Supaya tidak bolak-balik Jogja-Prambanan, saya cari kos di dekat-dekat kawasan candi. Lebih tepatnya ikut salah seorang alumni kampus saya yang mengekos di rumah (waktu itu) lurah Desa Tlogo. Itulah dia Mas Yusuf yang mengajak saya pergi tadi.
Mas Yusuf sudah lulus 2 tahun di atas saya. Saat itu dia tengah meniti karier sebagai pemandu wisata. Spesialisasinya di bidang overland tour, khususnya lagi trecking alias naik gunung. Dia biasa membawa bule Prancis ke Bromo, Semeru, Ijen, Agung, bahkan hingga ke Rinjani.
Saya dan Mas Yusuf terhitung dekat karena kami sama-sama di bawah bimbingan satu dosen yang sama. Saya sebut saja nama dosen tersebut, yakni Bapak Murtejo. Kalangan tour guide Jogja dan Jawa Tengah saya rasa mengenal sosok Pak Murtejo ini. Paling tidak pernah mendengar nama dan kiprah beliau.
Oke, cukup pendahuluannya. Kita lanjut ke cerita kenangan saya terkait tragedi 11 September 2001.
Nge-band berujung Tegang
Sewaktu saya tanya, "Ada acara apa, Mas?", Mas Yusuf mengatakan ada ajakan kongkow dari seorang pemilik hotel di sana. Anggap saja silaturahim, katanya, berkenalan dengan orang-orang yang sama-sama berkecimpung di dunia pariwisata.

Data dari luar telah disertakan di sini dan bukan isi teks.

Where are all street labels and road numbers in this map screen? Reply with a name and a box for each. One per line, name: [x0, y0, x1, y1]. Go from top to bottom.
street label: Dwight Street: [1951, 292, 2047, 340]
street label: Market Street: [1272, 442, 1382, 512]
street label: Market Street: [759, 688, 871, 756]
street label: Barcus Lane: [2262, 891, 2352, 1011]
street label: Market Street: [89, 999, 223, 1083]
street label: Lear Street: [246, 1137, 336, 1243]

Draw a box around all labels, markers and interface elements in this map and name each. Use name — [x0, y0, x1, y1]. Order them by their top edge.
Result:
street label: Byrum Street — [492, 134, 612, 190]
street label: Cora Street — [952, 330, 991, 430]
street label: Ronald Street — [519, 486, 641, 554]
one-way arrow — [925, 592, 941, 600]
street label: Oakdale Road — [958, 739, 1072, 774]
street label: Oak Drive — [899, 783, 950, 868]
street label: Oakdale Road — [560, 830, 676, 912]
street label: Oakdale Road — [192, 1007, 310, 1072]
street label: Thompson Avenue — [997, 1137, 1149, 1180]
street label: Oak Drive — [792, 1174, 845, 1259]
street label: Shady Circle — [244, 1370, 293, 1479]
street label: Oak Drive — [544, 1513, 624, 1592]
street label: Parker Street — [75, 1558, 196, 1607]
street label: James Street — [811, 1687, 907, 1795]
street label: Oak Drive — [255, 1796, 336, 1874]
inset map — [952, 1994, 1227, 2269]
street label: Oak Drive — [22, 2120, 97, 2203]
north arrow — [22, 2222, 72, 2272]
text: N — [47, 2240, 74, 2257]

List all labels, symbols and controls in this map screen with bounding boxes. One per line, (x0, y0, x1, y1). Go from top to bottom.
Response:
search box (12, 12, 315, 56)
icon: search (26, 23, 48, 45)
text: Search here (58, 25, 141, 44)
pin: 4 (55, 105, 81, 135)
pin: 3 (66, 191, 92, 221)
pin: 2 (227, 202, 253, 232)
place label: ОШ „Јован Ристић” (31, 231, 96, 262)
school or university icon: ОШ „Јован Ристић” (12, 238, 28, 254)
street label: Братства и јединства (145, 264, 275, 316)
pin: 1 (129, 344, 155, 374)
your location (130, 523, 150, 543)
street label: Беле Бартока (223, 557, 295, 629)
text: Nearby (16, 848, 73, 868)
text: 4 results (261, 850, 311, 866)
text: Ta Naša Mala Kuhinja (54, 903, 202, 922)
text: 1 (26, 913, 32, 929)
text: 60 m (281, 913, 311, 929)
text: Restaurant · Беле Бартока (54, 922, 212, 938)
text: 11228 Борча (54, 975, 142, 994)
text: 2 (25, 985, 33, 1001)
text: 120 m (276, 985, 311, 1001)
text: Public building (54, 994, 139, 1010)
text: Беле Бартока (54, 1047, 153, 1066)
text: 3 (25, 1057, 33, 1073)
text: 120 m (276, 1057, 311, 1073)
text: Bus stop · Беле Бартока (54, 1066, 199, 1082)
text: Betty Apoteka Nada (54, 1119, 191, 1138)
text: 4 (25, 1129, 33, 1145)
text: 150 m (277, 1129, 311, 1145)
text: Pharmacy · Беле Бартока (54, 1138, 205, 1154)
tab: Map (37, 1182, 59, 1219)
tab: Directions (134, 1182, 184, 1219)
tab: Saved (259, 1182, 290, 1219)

"Nanti ada beberapa guide juga yang ikut. Kamu biar kenal sama guide lain. Nanti kalau mereka butuh operan, bisa kontak kamu." Demikian cara Mas Yusuf membujuk saya agar turut serta dengannya ke Prawirotaman malam itu.
Okelah, saya setuju dengan pemikiran tersebut. Maka, tanpa pikir dua apalagi tiga kali saya langsung mengiyakan. Jadilah kami berboncengan naik sepeda motor selama kira-kira 15-20 menit ke Prawirotaman.
Saya lupa tepatnya di mana, tetapi ketika itu Mas Yusuf masuk ke parkiran sebuah hotel melati. Tidak menuju lobi hotel, tetapi langsung menuju ke satu bangunan tak jauh dari deretan kamar-kamar hotel. Di situlah tempat pertemuannya.